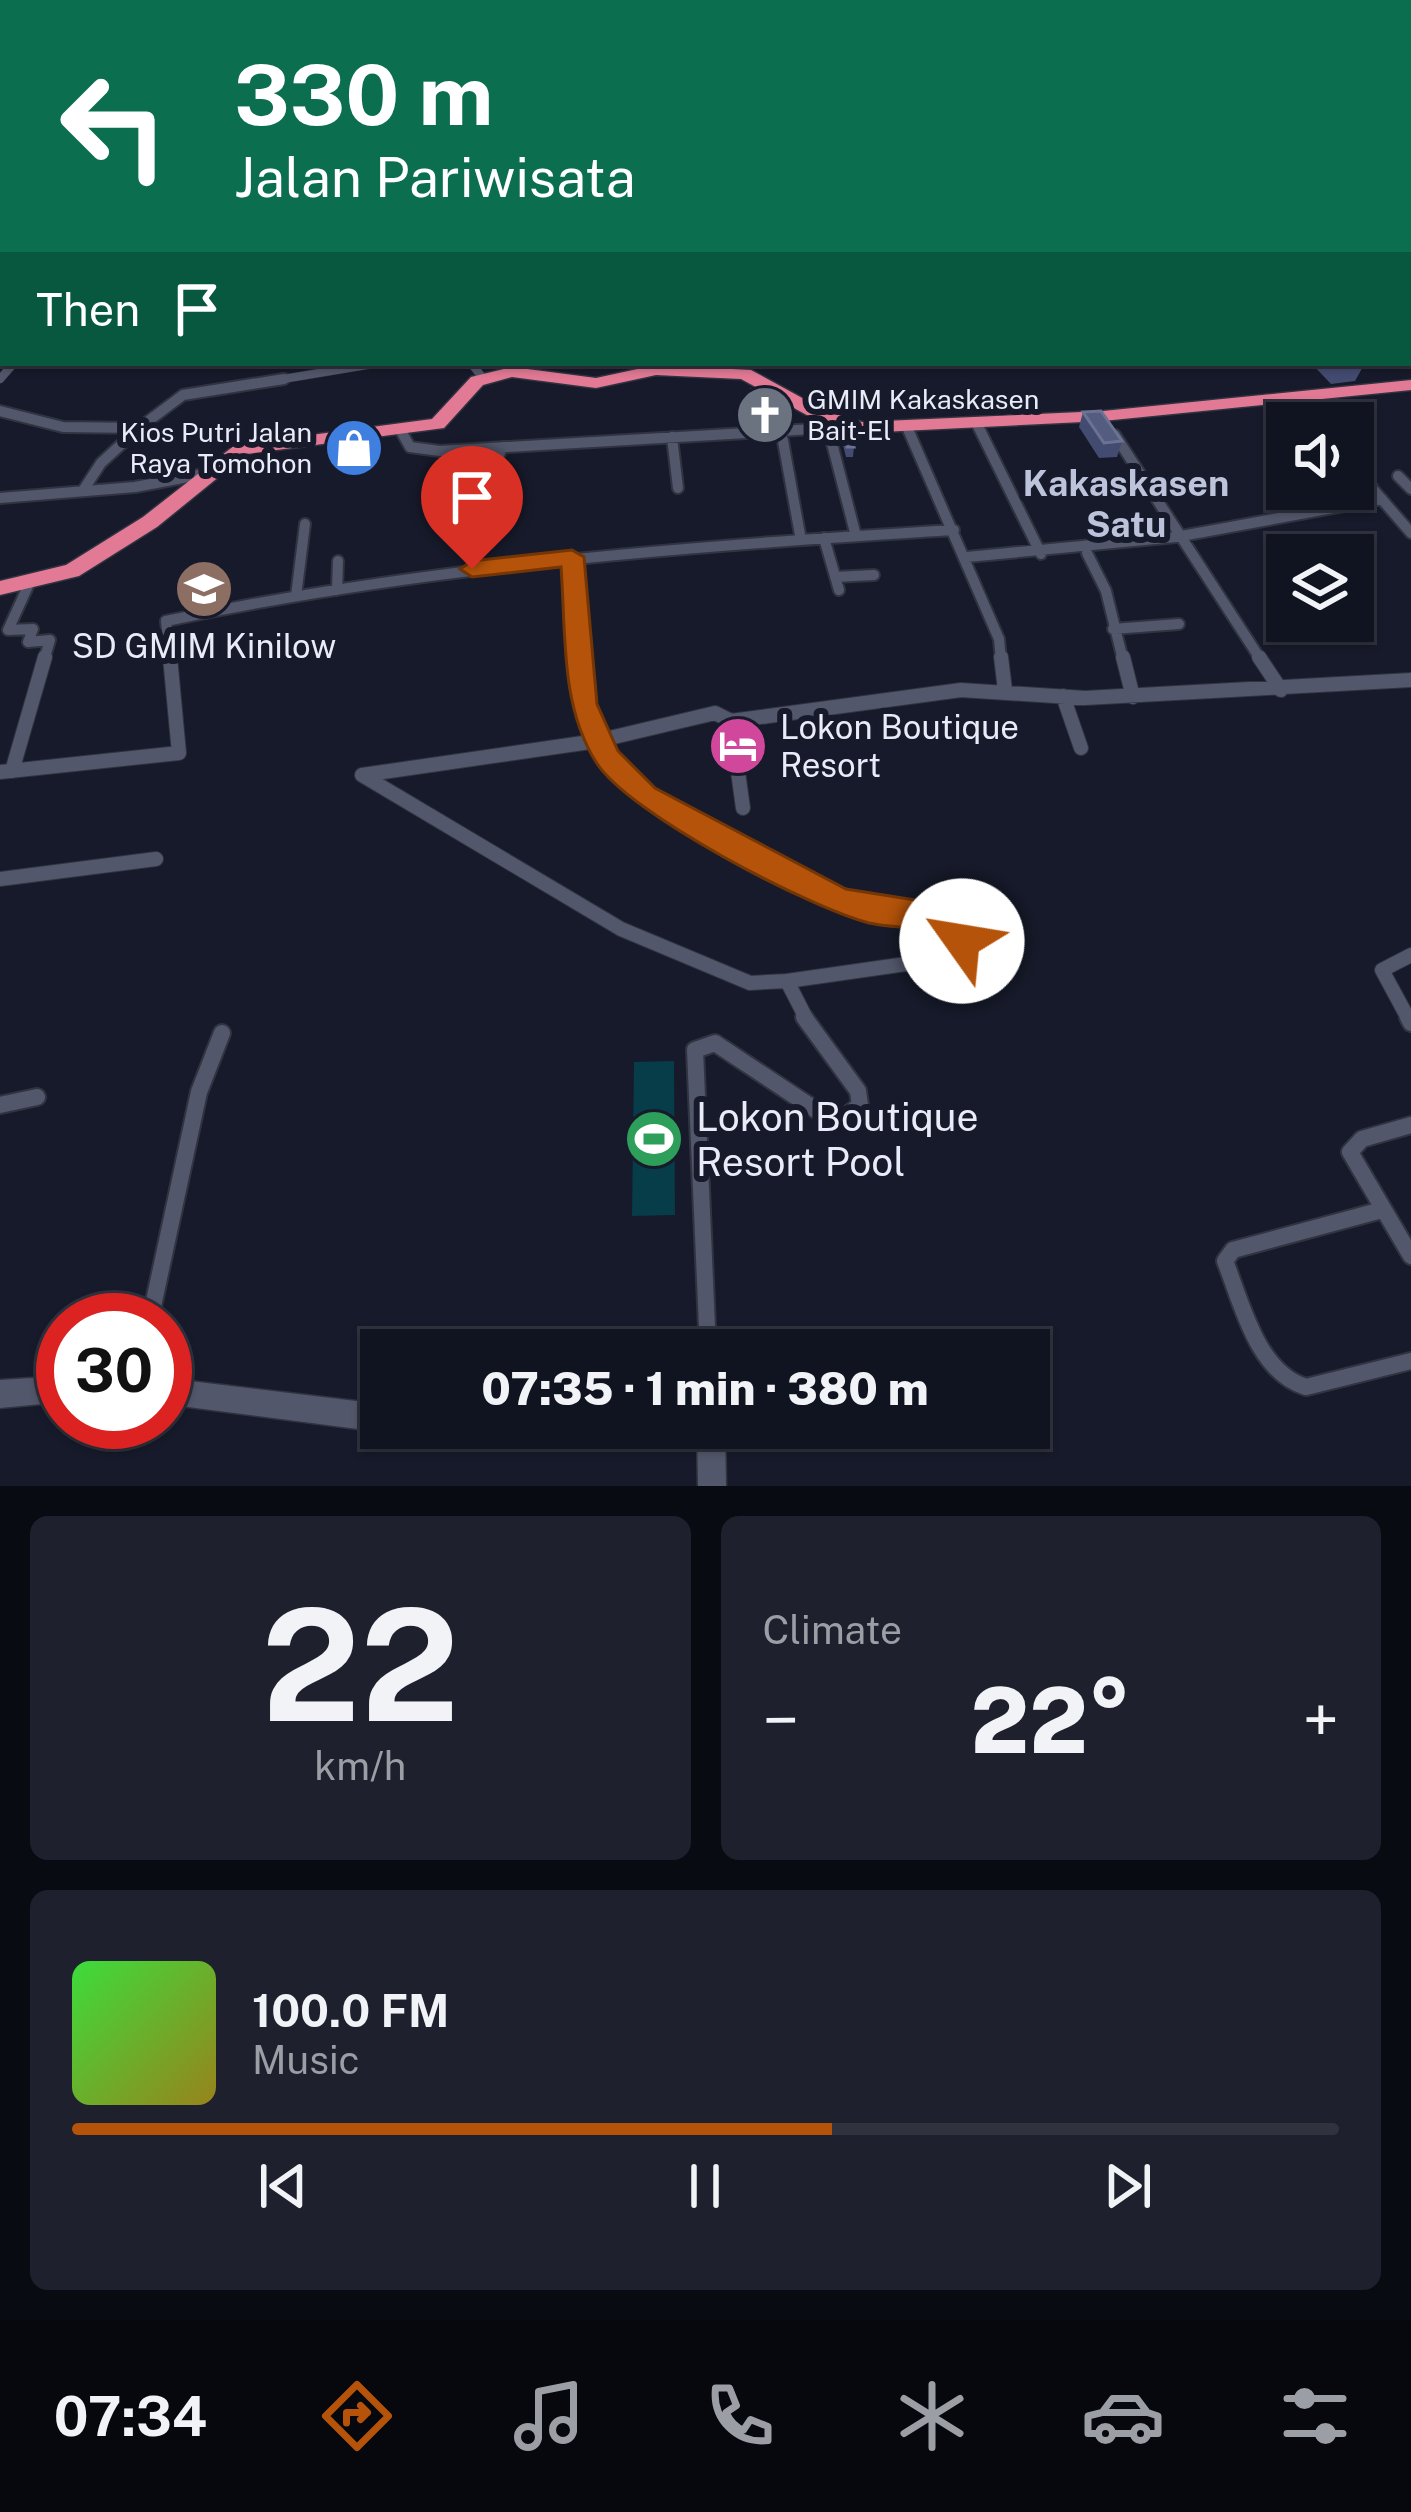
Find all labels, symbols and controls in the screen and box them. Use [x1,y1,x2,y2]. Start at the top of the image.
text: 330 m [234,45,494,144]
icon: left [36,48,192,204]
text: Jalan Pariwisata [234,146,636,209]
icon: arrive [164,276,230,342]
text: Then [36,283,140,336]
place label: GMIM Kakaskasen Bait-El [807,383,1039,446]
church icon: GMIM Kakaskasen Bait-El [734,384,796,446]
map controls [1266,402,1374,642]
button: sound [1266,402,1374,510]
place label: Kios Putri Jalan Raya Tomohon [121,416,312,479]
shop icon: Kios Putri Jalan Raya Tomohon [323,417,385,479]
pin [421,446,523,569]
district label: Kakaskasen Satu [1023,462,1229,545]
icon: arrive [439,464,505,530]
button: layers [1266,534,1374,642]
school or university icon: SD GMIM Kinilow [173,558,235,620]
place label: SD GMIM Kinilow [72,627,336,665]
place label: Lokon Boutique Resort [780,708,1019,784]
hotel icon: Lokon Boutique Resort [707,715,769,777]
position arrow [899,878,1025,1004]
place label: Lokon Boutique Resort Pool [696,1094,979,1185]
sports icon: Lokon Boutique Resort Pool [623,1108,685,1170]
speed limit sign: 30 [36,1293,192,1449]
text: 07:35 · 1 min · 380 m [481,1362,929,1415]
text: 22 [261,1573,459,1756]
text: Climate [763,1607,902,1653]
text: 22° [970,1667,1131,1773]
text: − [763,1681,799,1759]
text: + [1302,1681,1339,1759]
text: km/h [314,1743,406,1789]
text: 100.0 FM [252,1984,449,2037]
text: Music [252,2037,360,2083]
icon: previous [250,2153,316,2219]
icon: pause [672,2153,738,2219]
icon: next [1095,2153,1161,2219]
icon: directions [315,2374,399,2458]
icon: music [507,2374,591,2458]
icon: phone [698,2374,782,2458]
icon: climate [890,2374,974,2458]
icon: car [1081,2374,1165,2458]
icon: filters [1273,2374,1357,2458]
text: 07:34 [54,2385,207,2448]

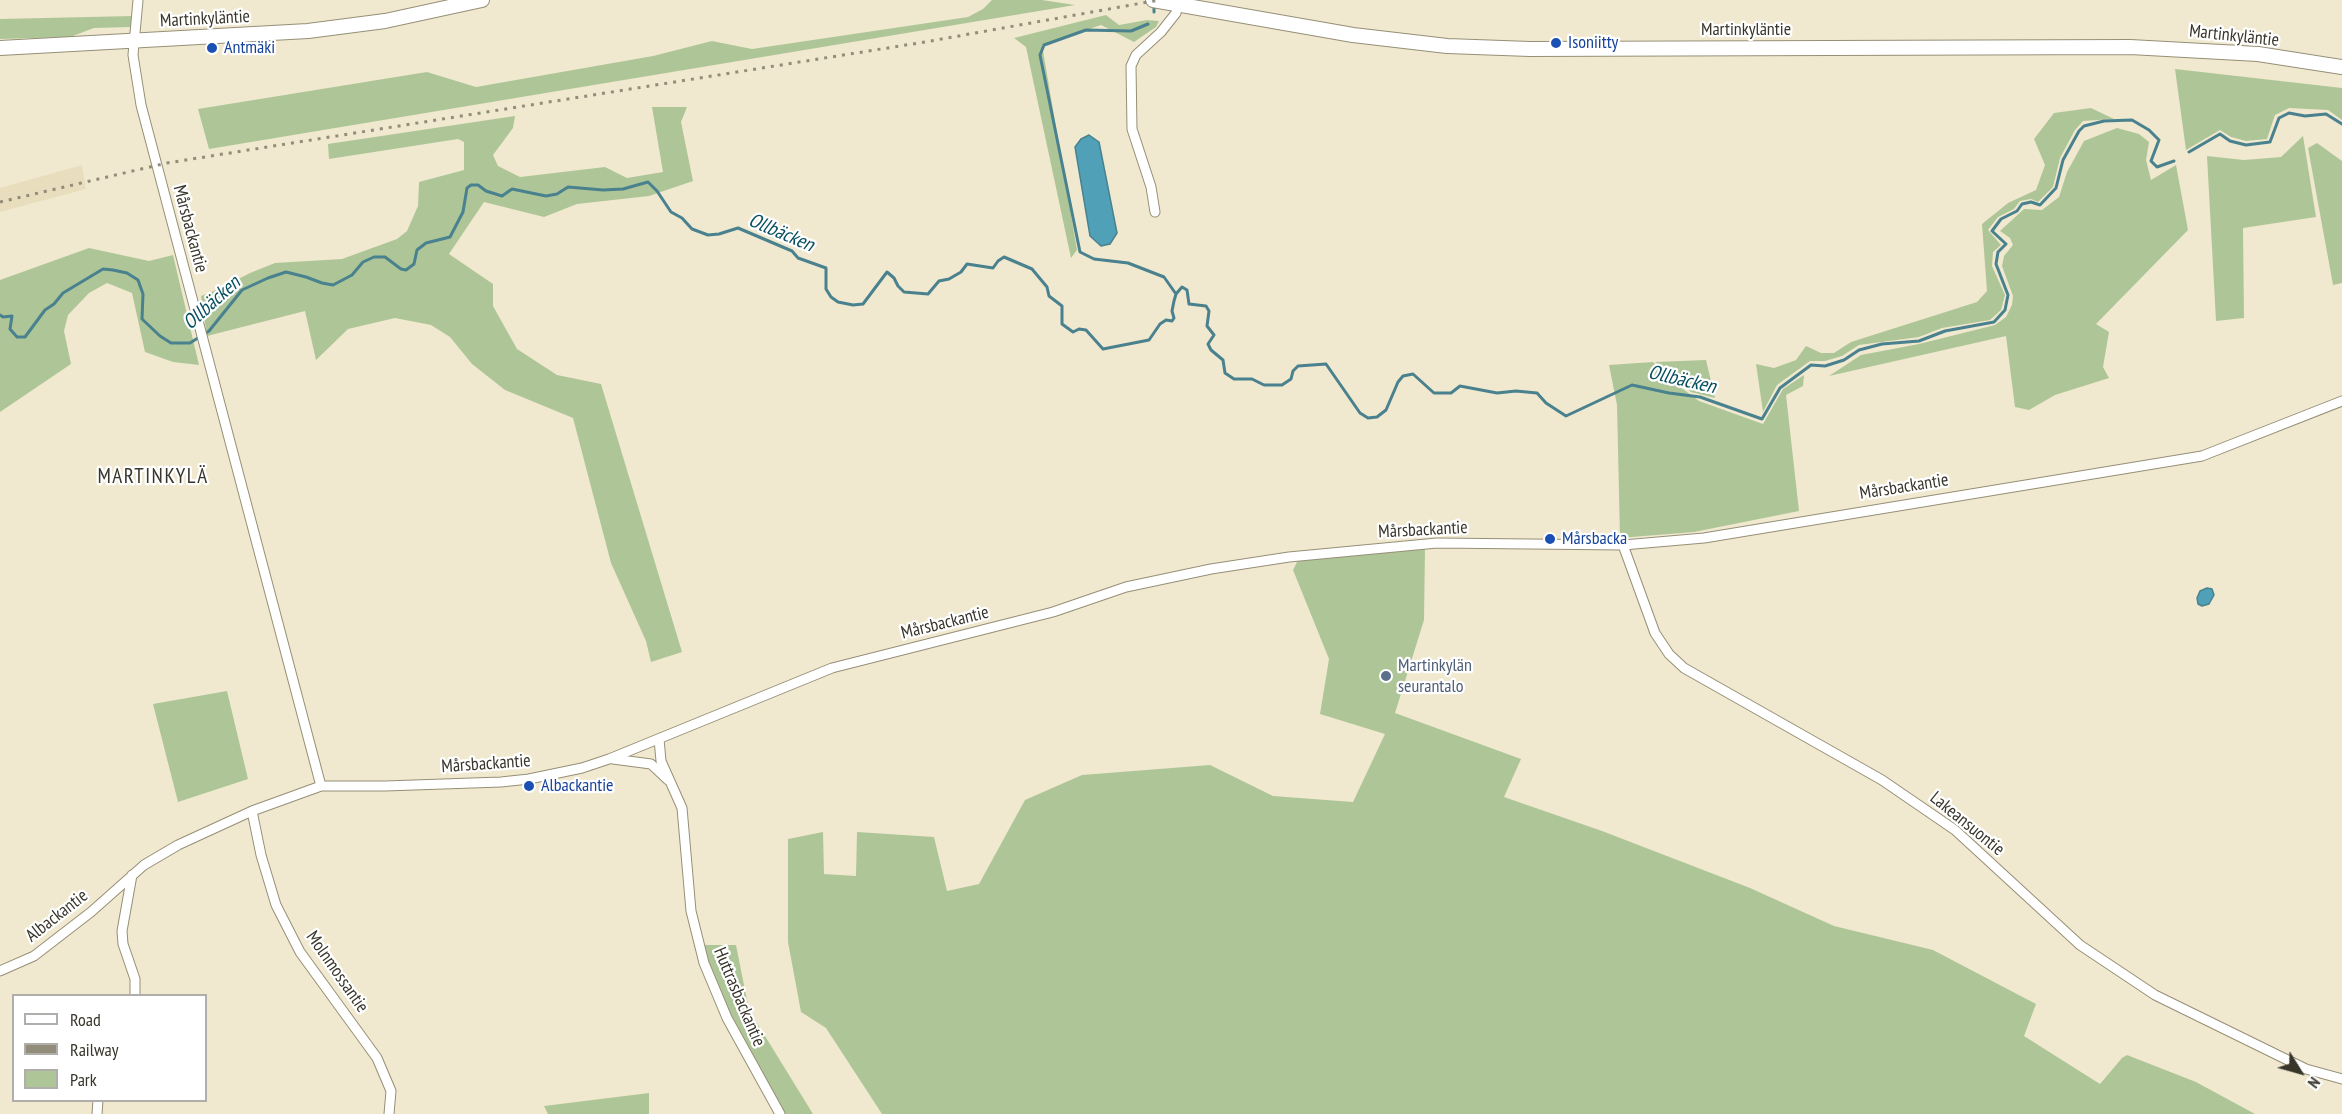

——————————

**Work item**
The answer consists of the records repeated exactly, without any images.

**Reply**
Find all labels, symbols and controls in the screen and box them. Use [x1,y1,x2,y2]. Start at the top of the image.
text: 330 m [234,45,494,144]
icon: left [36,48,192,204]
text: Jalan Pariwisata [234,146,636,209]
icon: arrive [164,276,230,342]
text: Then [36,283,140,336]
place label: GMIM Kakaskasen Bait-El [807,383,1039,446]
church icon: GMIM Kakaskasen Bait-El [734,384,796,446]
map controls [1266,402,1374,642]
button: sound [1266,402,1374,510]
place label: Kios Putri Jalan Raya Tomohon [121,416,312,479]
shop icon: Kios Putri Jalan Raya Tomohon [323,417,385,479]
pin [421,446,523,569]
district label: Kakaskasen Satu [1023,462,1229,545]
icon: arrive [439,464,505,530]
button: layers [1266,534,1374,642]
school or university icon: SD GMIM Kinilow [173,558,235,620]
place label: SD GMIM Kinilow [72,627,336,665]
place label: Lokon Boutique Resort [780,708,1019,784]
hotel icon: Lokon Boutique Resort [707,715,769,777]
position arrow [899,878,1025,1004]
place label: Lokon Boutique Resort Pool [696,1094,979,1185]
sports icon: Lokon Boutique Resort Pool [623,1108,685,1170]
speed limit sign: 30 [36,1293,192,1449]
text: 07:35 · 1 min · 380 m [481,1362,929,1415]
text: 22 [261,1573,459,1756]
text: Climate [763,1607,902,1653]
text: 22° [970,1667,1131,1773]
text: − [763,1681,799,1759]
text: + [1302,1681,1339,1759]
text: km/h [314,1743,406,1789]
text: 100.0 FM [252,1984,449,2037]
text: Music [252,2037,360,2083]
icon: previous [250,2153,316,2219]
icon: pause [672,2153,738,2219]
icon: next [1095,2153,1161,2219]
icon: directions [315,2374,399,2458]
icon: music [507,2374,591,2458]
icon: phone [698,2374,782,2458]
icon: climate [890,2374,974,2458]
icon: car [1081,2374,1165,2458]
icon: filters [1273,2374,1357,2458]
text: 07:34 [54,2385,207,2448]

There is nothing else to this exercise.